_EXERCISE DETAILS:_ The listing below should be written out exactly; please include all of it.

_DATA:_
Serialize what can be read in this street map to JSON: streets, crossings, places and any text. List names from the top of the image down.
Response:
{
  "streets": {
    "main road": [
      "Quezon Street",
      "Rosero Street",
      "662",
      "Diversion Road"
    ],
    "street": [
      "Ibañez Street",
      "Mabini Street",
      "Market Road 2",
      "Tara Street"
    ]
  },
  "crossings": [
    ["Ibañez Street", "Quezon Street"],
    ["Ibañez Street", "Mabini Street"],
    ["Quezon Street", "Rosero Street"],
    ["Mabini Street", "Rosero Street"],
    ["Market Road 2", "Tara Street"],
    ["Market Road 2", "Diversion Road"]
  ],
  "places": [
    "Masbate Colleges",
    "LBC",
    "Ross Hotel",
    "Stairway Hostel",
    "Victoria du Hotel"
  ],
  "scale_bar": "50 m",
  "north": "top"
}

_RESULT FOR THIS TASK:_
Serialize what can be read in this street map to JSON: streets, crossings, places and any text. List names from the top of the image down.
Response:
{
  "streets": {
    "main road": [
      "Quezon Street",
      "Rosero Street",
      "662",
      "Diversion Road"
    ],
    "street": [
      "Ibañez Street",
      "Mabini Street",
      "Market Road 2",
      "Tara Street"
    ]
  },
  "crossings": [
    ["Ibañez Street", "Quezon Street"],
    ["Ibañez Street", "Mabini Street"],
    ["Quezon Street", "Rosero Street"],
    ["Mabini Street", "Rosero Street"],
    ["Market Road 2", "Tara Street"],
    ["Market Road 2", "Diversion Road"]
  ],
  "places": [
    "Masbate Colleges",
    "LBC",
    "Ross Hotel",
    "Stairway Hostel",
    "Victoria du Hotel"
  ],
  "scale_bar": "50 m",
  "north": "top"
}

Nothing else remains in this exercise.